Soon I was swimming in the deep end, reading all kinds of books that you’d probably consider too “woo” for an ex-cultie like me. But I’ve found so much wisdom in them. And they help me unpack the truth from the lies.
Bring on the crystals and the sound healing!
As an example of how my newfound open-mindedness has helped me, let’s take this excerpt from the book Transurfing in 78 Days by Vadim Zeland (I know, woo city):
Give yourself permission to be yourself, and allow others to do the same. Giving yourself permission to be yourself means accepting yourself, warts and all. Allowing others to be themselves means withdrawing the expectations you project onto them. This universal rule gives you the chance to ﬁnd inner freedom and wave goodbye to all sorts of problems that may have plagued your life.
WHAT? Give myself permission to be MYSELF? Allow others to be THEMSELVES? Preposterous! But wait! There’s more:
When you hear a different opinion, don’t be in too much of a hurry to enter into debate. If you think someone is going about something in the wrong way, let them. People take their own initiative. Allow them to realise their intentions.
These were mind-blowing quotes for me because I was taught the exact opposite as a Scientologist. Being myself was not the goal at all—although the literature would have you believe otherwise. No, being a good Scientologist was the goal. I was expected to make everyone else a Scientologist because that was the only way they would survive. So, this concept of staying in my own lane and letting others do what they’re doing in life without interfering opened up a whole new world.
That’s just one example of many. And why it’s so much fun for me to be diving into all this.
As a Scientologist, I couldn’t look at anything but Scientology teachings. Now, I read EVERYTHING. All the ideas, all the differing opinions. I want it all.
But I’m still a bit of a cult nerd—okay a TOTAL cult nerd. However, I listen to all types of podcasts. A few of my favorites are Scientology Fair Game Podcast (of course), A Little Bit Culty, IndoctriNation, Conspirituality, Sounds Like a Cult, We Can Do Hard Things, Unlocking Us, and Illumination Podcast.
So, with all this woo-ness, how can I be sure I’m not getting sucked into a cult again?
Here’s how I know I’m on the right track.
You may think, from reading this, that I’m headed down a woo-hole of no return.
But that’s not the case. I’m the best I’ve ever been.
Why? Because the more I study the ins and outs of indoctrination and coercive control, the freer I get. I have an automatic “cult filter” that I use when looking at any group, teacher, or mentor. And it serves me well.
Plus, the more I learn, the more I understand that the only one to look to for answers is ME.
I’ve had the answers all along. I just didn’t trust myself.
And by the way, YOU have the answers too. (I know, I’m woo-ing out again.)
Here’s how I know I’m on the right track: My business is growing consistently, and I have new successes every day. I have little to no stress in my life. My relationships just keep improving. Life is beautiful.

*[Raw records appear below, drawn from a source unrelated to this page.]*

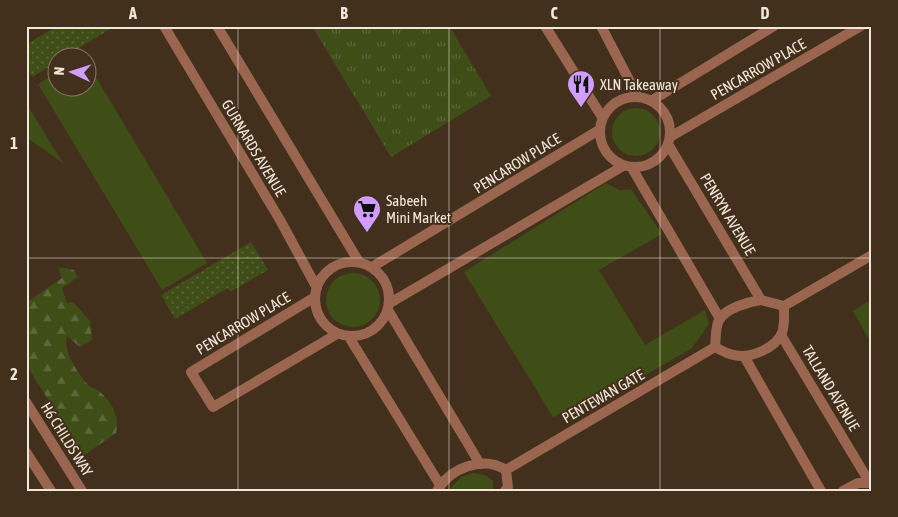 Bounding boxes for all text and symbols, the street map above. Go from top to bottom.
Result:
text: A [128,4,137,22]
text: B [340,4,348,22]
text: C [550,4,558,22]
text: D [761,4,770,22]
street label: PENCARROW PLACE [708,35,809,103]
north arrow [48,48,98,98]
text: N [51,66,67,76]
restaurant icon: XLN Takeaway [566,69,596,108]
place label: XLN Takeaway [600,76,678,93]
street label: GURNARDS AVENUE [218,97,290,200]
street label: PENCAROW PLACE [470,129,564,197]
text: 1 [10,134,18,152]
street label: PENRYN AVENUE [697,170,759,258]
place label: Sabeeh Mini Market [386,192,451,226]
supermarket icon: Sabeeh Mini Market [352,194,382,233]
street label: PENCARROW PLACE [193,288,294,358]
street label: TALLAND AVENUE [799,342,863,434]
text: 2 [10,365,18,383]
street label: PENTEWAN GATE [559,365,648,426]
street label: H6 CHILDS WAY [38,399,97,479]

So yeah, I’ll keep going in this direction. I’ll keep reading, meditating, and studying everything under the sun, moon, and stars with an open mind.
I AM HERE FOR ALL OF IT. Well, I’m not so sure about the tarot cards and psychic readings, but that’s just me. I have a lot of friends who love that stuff, and I say more power to them.

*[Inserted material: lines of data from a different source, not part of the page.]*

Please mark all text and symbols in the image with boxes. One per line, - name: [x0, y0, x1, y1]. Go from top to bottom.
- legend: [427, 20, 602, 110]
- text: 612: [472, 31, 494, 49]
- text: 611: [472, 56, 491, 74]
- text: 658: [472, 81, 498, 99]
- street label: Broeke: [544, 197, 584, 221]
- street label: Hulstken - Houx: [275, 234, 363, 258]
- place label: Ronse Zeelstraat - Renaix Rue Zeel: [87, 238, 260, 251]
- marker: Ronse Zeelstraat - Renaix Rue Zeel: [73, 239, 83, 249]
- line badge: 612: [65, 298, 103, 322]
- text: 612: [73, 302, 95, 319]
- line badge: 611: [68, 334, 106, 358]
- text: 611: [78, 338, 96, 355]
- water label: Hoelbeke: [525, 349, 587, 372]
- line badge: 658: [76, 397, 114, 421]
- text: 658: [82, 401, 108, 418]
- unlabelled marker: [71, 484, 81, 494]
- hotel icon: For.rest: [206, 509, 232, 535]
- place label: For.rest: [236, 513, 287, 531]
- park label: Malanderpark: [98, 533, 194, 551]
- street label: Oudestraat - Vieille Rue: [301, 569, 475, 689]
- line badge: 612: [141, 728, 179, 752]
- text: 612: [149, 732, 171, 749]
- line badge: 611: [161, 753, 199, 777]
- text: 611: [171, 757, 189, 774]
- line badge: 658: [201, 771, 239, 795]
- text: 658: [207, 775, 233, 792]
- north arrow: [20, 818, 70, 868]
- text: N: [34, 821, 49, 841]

However, there’s one caveat: Don’t invite me to your church any time soon. I fully support your choices… and I’m not about to step into any organized religion. Just my triggers talking here.
So yes, I’m open-minded, and so happy to be this way.
And THAT is freedom.
One thought on “Being open-minded isn’t a bad thing. Who knew?”
Great article Anne. So happy you are finding you and loving the journey!